▸ WHAT YOU ARE ASKED TO DO: Your answer should be the line that contains "<button>−</button>" and each line after it, restated word for word through the final line of the entries.

#####

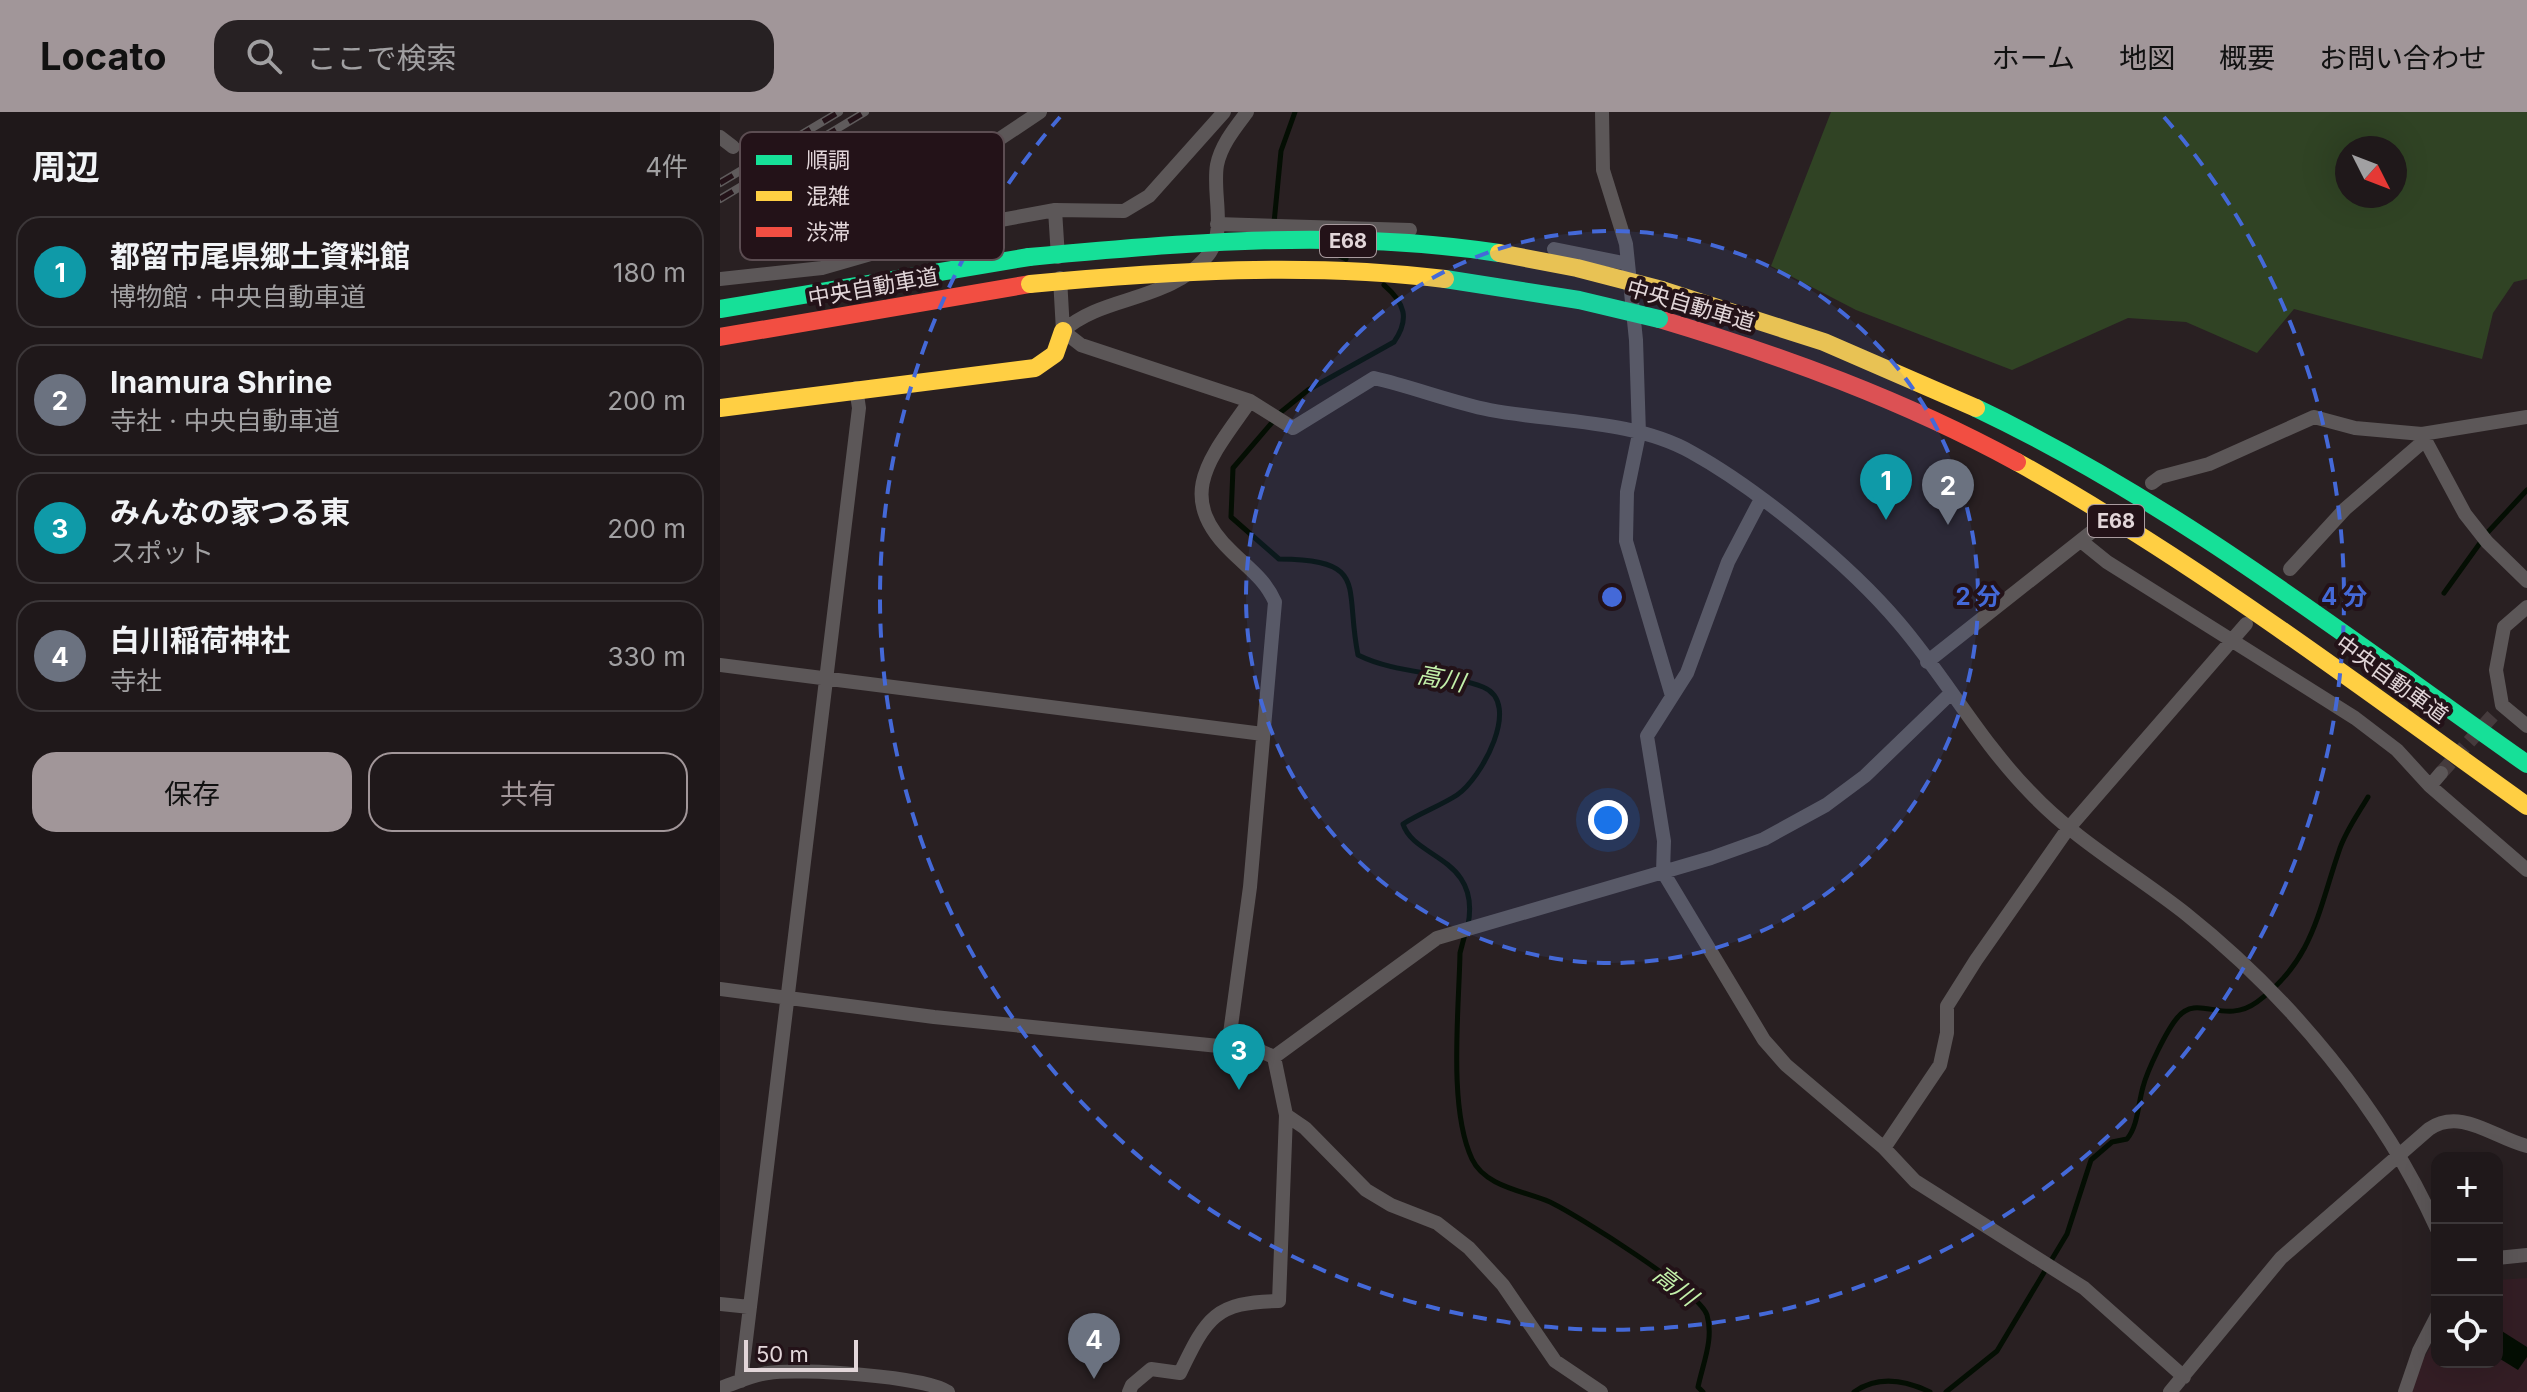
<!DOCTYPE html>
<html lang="ja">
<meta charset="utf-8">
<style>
body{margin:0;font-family:Inter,"Noto Sans JP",sans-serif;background:#272123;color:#f1f3f6}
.controls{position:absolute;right:24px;bottom:24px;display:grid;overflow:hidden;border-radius:16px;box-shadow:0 8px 32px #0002}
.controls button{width:72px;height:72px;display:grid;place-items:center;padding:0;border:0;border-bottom:2px solid #3c3739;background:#1f181a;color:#f1f3f6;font:40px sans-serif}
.compass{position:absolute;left:1615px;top:24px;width:72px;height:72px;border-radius:50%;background:#1f181a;box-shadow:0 8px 32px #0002;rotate:132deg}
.scale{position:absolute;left:24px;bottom:20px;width:114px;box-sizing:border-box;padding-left:8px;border:4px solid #e2d6d9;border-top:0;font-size:22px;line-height:28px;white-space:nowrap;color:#e2d6d9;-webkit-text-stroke:6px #231218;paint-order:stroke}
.you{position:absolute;left:888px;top:708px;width:28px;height:28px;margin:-20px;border:6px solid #fff;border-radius:50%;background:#1a73e8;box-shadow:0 0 0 12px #1a73e833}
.badge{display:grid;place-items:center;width:52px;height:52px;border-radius:50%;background:#a19699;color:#fff;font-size:26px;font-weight:700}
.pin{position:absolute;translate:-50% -66px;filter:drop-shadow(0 2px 4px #0008)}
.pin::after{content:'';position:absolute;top:42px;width:28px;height:24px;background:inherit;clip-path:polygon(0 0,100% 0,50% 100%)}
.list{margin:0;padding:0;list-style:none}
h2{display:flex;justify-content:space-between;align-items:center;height:104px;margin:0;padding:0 32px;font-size:34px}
h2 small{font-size:26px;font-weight:400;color:#a1a0a2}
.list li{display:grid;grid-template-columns:52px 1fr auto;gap:24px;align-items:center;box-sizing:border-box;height:112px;margin:0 16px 16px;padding:0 16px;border:2px solid #3c3739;border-radius:24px}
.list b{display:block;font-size:30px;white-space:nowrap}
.list p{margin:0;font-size:26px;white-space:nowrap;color:#a1a0a2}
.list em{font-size:26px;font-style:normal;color:#a1a0a2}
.actions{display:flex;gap:16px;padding:24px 32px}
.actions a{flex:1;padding:18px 0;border:2px solid #a19699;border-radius:24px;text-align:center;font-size:28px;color:#a19699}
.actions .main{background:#a19699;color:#111}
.icon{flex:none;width:44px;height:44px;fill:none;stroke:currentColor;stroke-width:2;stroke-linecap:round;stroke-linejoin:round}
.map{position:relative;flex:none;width:1807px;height:1280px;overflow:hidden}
header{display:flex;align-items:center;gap:48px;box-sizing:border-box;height:112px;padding:0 40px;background:#a19699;color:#111}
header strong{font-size:38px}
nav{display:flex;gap:44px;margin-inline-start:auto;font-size:28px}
.search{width:560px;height:72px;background:#272123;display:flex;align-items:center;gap:20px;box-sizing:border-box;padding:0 28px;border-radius:24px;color:#a1a0a2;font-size:30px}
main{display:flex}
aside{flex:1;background:#1f181a}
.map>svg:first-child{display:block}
.built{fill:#341e25}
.green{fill:#304324;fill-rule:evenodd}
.water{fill:#040e03}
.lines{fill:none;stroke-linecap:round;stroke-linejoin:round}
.stream{stroke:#040e03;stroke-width:5}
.street-tunnel{stroke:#453b3d;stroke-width:14;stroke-dasharray:14 7;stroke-linecap:butt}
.street{stroke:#5c5758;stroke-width:14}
.fast{stroke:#16e098;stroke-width:18}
.slow{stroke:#ffcf43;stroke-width:18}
.jam{stroke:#f24e42;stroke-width:18}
.rail-casing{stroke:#5f5b5c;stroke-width:8}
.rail{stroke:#231218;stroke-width:5;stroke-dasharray:15;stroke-linecap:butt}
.fast-bridge{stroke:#16e098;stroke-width:18}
.slow-bridge{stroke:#ffcf43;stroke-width:18}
.ring{fill:none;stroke:#4469d8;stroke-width:4;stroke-dasharray:14 10}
.labels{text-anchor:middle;stroke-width:8;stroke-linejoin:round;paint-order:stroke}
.shield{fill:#231218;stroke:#a99b9f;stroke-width:2}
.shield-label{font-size:20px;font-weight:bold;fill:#e2d6d9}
.street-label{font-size:22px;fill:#e2d6d9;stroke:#231218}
.water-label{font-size:24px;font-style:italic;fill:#c3f1aa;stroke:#231218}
.key{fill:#231218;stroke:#5c4d52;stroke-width:2}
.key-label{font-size:22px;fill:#e2d6d9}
.centre{fill:#4469d8;stroke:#231218;stroke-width:4}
.ring-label{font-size:24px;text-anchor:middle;font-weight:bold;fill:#4469d8;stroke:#231218;stroke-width:8;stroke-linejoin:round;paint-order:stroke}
</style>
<header>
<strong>Locato</strong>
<div class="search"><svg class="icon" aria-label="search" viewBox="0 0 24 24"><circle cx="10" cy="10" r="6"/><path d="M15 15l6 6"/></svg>ここで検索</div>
<nav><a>ホーム</a><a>地図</a><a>概要</a><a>お問い合わせ</a></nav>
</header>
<main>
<aside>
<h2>周辺<small>4件</small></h2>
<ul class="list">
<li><span class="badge" style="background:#0f9aa8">1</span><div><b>都留市尾県郷土資料館</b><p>博物館 · 中央自動車道</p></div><em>180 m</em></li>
<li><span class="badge" style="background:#6b7280">2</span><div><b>Inamura Shrine</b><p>寺社 · 中央自動車道</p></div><em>200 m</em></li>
<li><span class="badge" style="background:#0f9aa8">3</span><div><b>みんなの家つる東</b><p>スポット</p></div><em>200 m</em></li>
<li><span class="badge" style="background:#6b7280">4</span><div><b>白川稲荷神社</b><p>寺社</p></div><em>330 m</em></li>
</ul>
<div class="actions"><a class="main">保存</a><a>共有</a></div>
</aside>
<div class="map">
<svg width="1807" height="1280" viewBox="0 0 1807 1280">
<rect width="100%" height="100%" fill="#292022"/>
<path class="built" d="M1807 1166V1280H1692L1697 1258 1717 1224V1250H1777V1168Z"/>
<path class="green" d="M1111 0H1807V167L1794 170 1773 201 1762 247 1574 197 1537 241 1466 210 1408 206 1292 258 1136 198 1051 154ZM1627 36H1675V84H1627Z"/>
<path class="water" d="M1777 1216 1807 1235V1245L1798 1258 1777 1245Z"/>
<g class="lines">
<path class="stream" d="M554 111 561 39 575 0
M606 138 626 147
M664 173C685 191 690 207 674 230L588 278 561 300 513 356 511 405 559 447C650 448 624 474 638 543 676 562 722 559 763 575 803 591 761 667 737 683 720 694 700 701 683 712 694 747 761 745 748 813
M1724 481 1768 420 1807 378
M745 822 740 841C739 898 728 996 752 1047 765 1075 805 1079 830 1090 857 1103 980 1180 987 1203 994 1227 983 1251 978 1275L983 1280
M1134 1280C1158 1263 1185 1268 1210 1280
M1226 1280 1277 1239 1347 1122 1371 1048 1392 1030 1407 1027C1418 1014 1418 992 1423 975 1427 959 1447 917 1458 905 1478 881 1504 914 1537 890 1593 849 1598 800 1619 739 1625 720 1638 702 1648 685"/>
<path class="street-tunnel" d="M1721 661 1775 601"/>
<path class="street" d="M882 0 883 58 906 132 916 228 919 322 907 380 906 429 952 584
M0 25 13 35
M27 45C85 94 125 117 201 125
M335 98 338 145
M497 112 690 118
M135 113 150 95 215 70 320 0
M834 137 908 152
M340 166 343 219 361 233 530 289 573 316 654 266C693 275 731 290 770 298 834 310 915 308 971 340 1038 377 1130 453 1179 511 1226 566 1260 629 1310 680 1356 729 1414 761 1466 802 1569 884 1663 997 1717 1117
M0 167 102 156 248 114 335 98 404 99 429 84 504 0
M343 219C384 182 449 191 488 143 507 120 492 81 497 53 501 33 515 16 527 0
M1702 322 1745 402 1767 430 1807 469
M1432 371 1440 365 1489 352 1594 305 1635 316 1702 322 1807 305
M1041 387 1008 450 967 561 927 624 944 729 943 760 1044 928 1066 953 1164 1036 1195 1069 1364 1176 1464 1265
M1361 429 1387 450 1635 606 1677 638 1710 674 1807 758
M1570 457 1625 397 1705 328
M1807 495 1784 515 1776 558 1782 593 1807 614
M1207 550 1374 418
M0 553 543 622
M1710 674 1721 661
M0 877 214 905 538 938 554 945 566 1003 559 1189C495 1190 487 1205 460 1261L431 1257 412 1273 409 1280
M508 936 530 775 555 490C545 467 528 456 511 439 453 383 492 344 530 289
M554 945 717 826 991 746 1044 727 1106 693 1145 664 1230 582
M566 1003 585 1016 646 1078 671 1093 717 1111 749 1136 783 1173 835 1249 881 1280
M1164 1036 1220 953 1227 921V894L1256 848 1347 718 1526 512
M1777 1146 1807 1143
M0 1192 30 1195
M21 1269 139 296 136 276
M0 1276C16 1271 32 1263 48 1261 78 1256 206 1264 228 1280
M1450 1280 1561 1146 1709 1017C1741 995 1774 1026 1807 1034
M1685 1280 1699 1239 1717 1204"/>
<path class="fast" d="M0 197 309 145
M1256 296C1454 390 1629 527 1807 652"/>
<path class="slow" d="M942 178 1104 230 1256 296
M0 296 315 256 335 242 343 219
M1297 350C1476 450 1641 575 1807 694"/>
<path class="jam" d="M939 207C1063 244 1183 288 1297 350
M0 225 310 172"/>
<g class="rail-casing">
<path id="rail" d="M0 71 119 0
M0 87 145 0"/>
</g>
<use href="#rail" class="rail"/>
<path class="fast-bridge" d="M309 145C465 130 623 117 779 141
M725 167 859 188 939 207"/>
<path class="slow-bridge" d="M779 141 857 156 942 178
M310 172C448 159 587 150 725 167"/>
</g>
<circle cx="892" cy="485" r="366" fill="#4469d8" fill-opacity=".12"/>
<g class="ring">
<circle cx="892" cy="485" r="366"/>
<path d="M1444 5A732 732 0 1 1 340 5"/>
</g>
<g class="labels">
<g class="shield">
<rect x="600" y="113" width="56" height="32" rx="6"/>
<rect x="1368" y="393" width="56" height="32" rx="6"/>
</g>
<g class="shield-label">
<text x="628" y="136">E68</text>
<text x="1396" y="416">E68</text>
</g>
<g class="street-label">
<text transform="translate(153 175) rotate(-10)" y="8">中央自動車道</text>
<text transform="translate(971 193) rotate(16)" y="8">中央自動車道</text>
<text transform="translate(1672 567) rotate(36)" y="8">中央自動車道</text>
</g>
<g class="water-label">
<text transform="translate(721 567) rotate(11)" y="8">高川</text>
<text transform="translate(955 1174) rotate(38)" y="8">高川</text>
</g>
</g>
<rect x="20" y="20" width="264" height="128" rx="12" class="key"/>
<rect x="36" y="43" width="36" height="10" fill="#16e098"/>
<rect x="36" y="79" width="36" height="10" fill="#ffcf43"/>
<rect x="36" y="115" width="36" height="10" fill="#f24e42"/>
<g class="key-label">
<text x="86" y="56">順調</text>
<text x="86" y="92">混雑</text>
<text x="86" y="128">渋滞</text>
</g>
<circle cx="892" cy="485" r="12" class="centre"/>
<g class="ring-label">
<text x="1258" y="493">2 分</text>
<text x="1624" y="493">4 分</text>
</g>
</svg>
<div class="controls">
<button>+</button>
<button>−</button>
<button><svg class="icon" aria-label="locate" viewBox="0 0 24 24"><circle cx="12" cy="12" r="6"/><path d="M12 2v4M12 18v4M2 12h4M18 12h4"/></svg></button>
</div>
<svg class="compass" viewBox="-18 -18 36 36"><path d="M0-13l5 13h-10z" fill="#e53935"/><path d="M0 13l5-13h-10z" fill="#a1a0a2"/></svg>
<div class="scale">50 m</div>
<div class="you"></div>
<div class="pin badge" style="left:1166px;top:408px;background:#0f9aa8">1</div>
<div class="pin badge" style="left:1228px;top:413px;background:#6b7280">2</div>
<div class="pin badge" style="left:519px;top:978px;background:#0f9aa8">3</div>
<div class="pin badge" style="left:374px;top:1267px;background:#6b7280">4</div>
</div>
</main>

#####

▸ ANSWER TO THIS PROBLEM:
<button>−</button>
<button><svg class="icon" aria-label="locate" viewBox="0 0 24 24"><circle cx="12" cy="12" r="6"/><path d="M12 2v4M12 18v4M2 12h4M18 12h4"/></svg></button>
</div>
<svg class="compass" viewBox="-18 -18 36 36"><path d="M0-13l5 13h-10z" fill="#e53935"/><path d="M0 13l5-13h-10z" fill="#a1a0a2"/></svg>
<div class="scale">50 m</div>
<div class="you"></div>
<div class="pin badge" style="left:1166px;top:408px;background:#0f9aa8">1</div>
<div class="pin badge" style="left:1228px;top:413px;background:#6b7280">2</div>
<div class="pin badge" style="left:519px;top:978px;background:#0f9aa8">3</div>
<div class="pin badge" style="left:374px;top:1267px;background:#6b7280">4</div>
</div>
</main>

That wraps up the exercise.